— Das Urteil ist noch nicht rechtskräftig. Es wurde das Rechtsmittel der Berufung eingelegt. —
URTEIL
In dem Rechtsstreit
1. xxx
2. xxx
– Kläger –
Prozessbevollmächtigter:
zu 1-2: Rechtsanwalt Sven Adam, Lange Geismarstraße 55, 37073 Göttingen
gegen
Landkreis xxx
– Beklagter –
hat die 33. Kammer des Sozialgerichts Hildesheim auf die mündliche Verhandlung vom 30. September 2013 durch den Richter am Sozialgericht xxx sowie die ehrenamtlichen Richter xxx und xxx für Recht erkannt:
1. Der Beklagte wird unter Abänderung des Bescheides vom 21.10.2009 in Gestalt des Bescheides vom 18.11.2009 in Gestalt des Widerspruchsbescheides vom 12.01.2010 in Gestalt des Bescheides vom 20.01.2010 in Gestalt des Widerspruchsbescheides vom 18.02.2010 verpflichtet, der Klägerin weitere Leistungen in Höhe von 879,46 Euro als Zuschlag für Alleinerziehende für den Zeitraum vom 07.10.2009 bis zum 30.04.2010 zu gewähren.
2. im Übrigen wird die Klage abgewiesen.
3. Der Beklagte hat den Klägern 81% der notwendigen außergerichtlichen Kosten zu erstatten.
TATBESTAND
Die Beteiligten streiten um die Gewährung höherer Leistungen zur Sicherung des Lebensunterhalts nach dem Zweiten Buch Sozialgesetzbuch (SGB II) unter Berücksichtigung eines Zuschlags für Alleinerziehende für die Klägerin zu 1) sowie unter Berücksichtigung des Abzugs einer sog. Versicherungspauschale vom Einkommen des Klägers zu 2).

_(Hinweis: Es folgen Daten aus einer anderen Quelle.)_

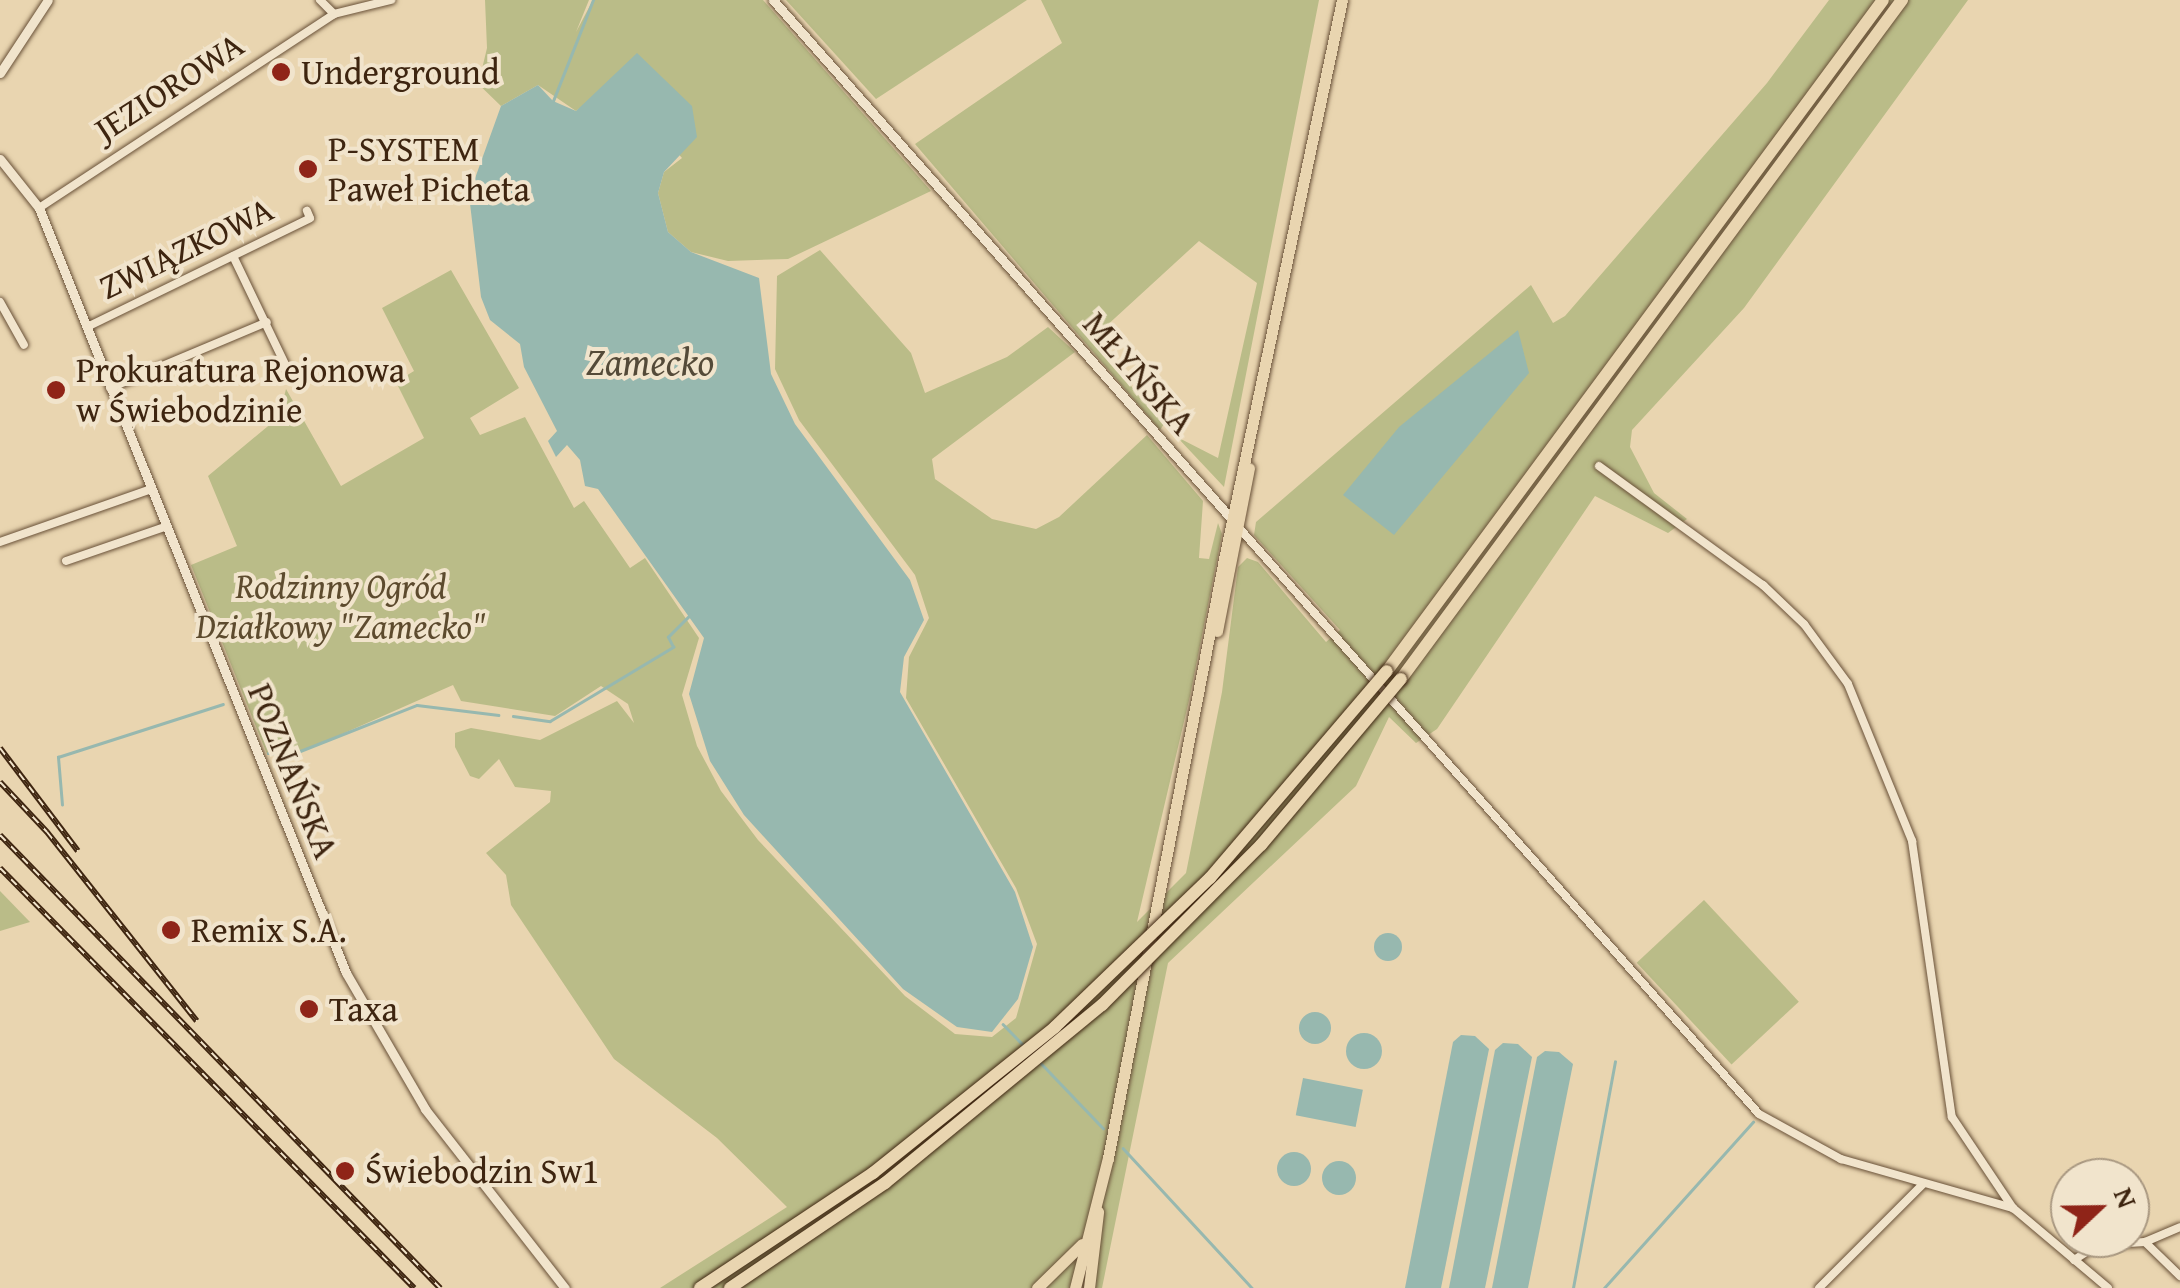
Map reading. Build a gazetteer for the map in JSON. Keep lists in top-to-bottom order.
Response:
{
  "streets": {
    "street": [
      "JEZIOROWA",
      "ZWIĄZKOWA",
      "MŁYŃSKA",
      "POZNAŃSKA"
    ]
  },
  "crossings": [
    ["JEZIOROWA", "POZNAŃSKA"],
    ["ZWIĄZKOWA", "POZNAŃSKA"]
  ],
  "water": ["Zamecko"],
  "parks": ["Rodzinny Ogród Działkowy \"Zamecko\""],
  "places": [
    "Underground",
    "P-SYSTEM Paweł Picheta",
    "Prokuratura Rejonowa w Świebodzinie",
    "Remix S.A.",
    "Taxa",
    "Świebodzin Sw1"
  ],
  "north": "right"
}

Die Kläger stehen im laufenden Bezug von Leistungen nach dem SGB II.
Nach der Trennung der Klägerin zu 1) von ihrem damaligen Lebensgefährten bewilligte der Beklagte den Klägern mit Bescheid vom 21.10.2009 Leistungen nach dem SGB II für den Zeitraum vom 07.10.2009 bis zum 30.04.2010 in Höhe von 410,00 Euro monatlich. Für die Klägerin zu 1) berücksichtigte er einen Regelbedarf von 359,00 Euro, für den Kläger zu 2) Sozialgeld in Höhe von 215,00 Euro. Hiervon zog er das Kindergeld in Höhe von 164,00 Euro ab.
Hiergegen legten die Kläger mit Schreiben vom 27.10.2009 Widerspruch mit der Begründung ein, dass der Klägerin zu 1) ein Zuschlag für Alleinerziehende zu gewähren sei.
Die Kläger zogen bei den Eltern der Klägerin zu 1) ein und legten den Mietvertrag vom 07.10.2009 vor. Hierin war eine Miete in Höhe von 285,00 Euro, einen Abschlag für Nebenkosten in Höhe von 56,86 Euro sowie ein Abschlag für Heizkosten in Höhe von 51,26 Euro vereinbart.
Mit weiterem Bescheid vom 18.11.2009 änderte der Beklagte die Leistungsbewilligung aufgrund des Bezuges von Leistungen nach dem UVG für den Kläger zu 2) für den Zeitraum von Dezember 2009 bis April 2010 dahingehend ab, dass von dem Sozialgeld des Klägers zu 2) Kindergeld in Höhe von 164,00 Euro und UVG-Leistungen in Höhe von 117,00 Euro als Einkommen abzog. Das nach Deckung des Bedarfs des Klägers zu 2) überschießende Kindergeld in Höhe von 66,00 Euro rechnete der Beklagte bei dem Bedarf der Klägerin zu 1) an und bewilligte dieser noch 293,00 Euro monatlich.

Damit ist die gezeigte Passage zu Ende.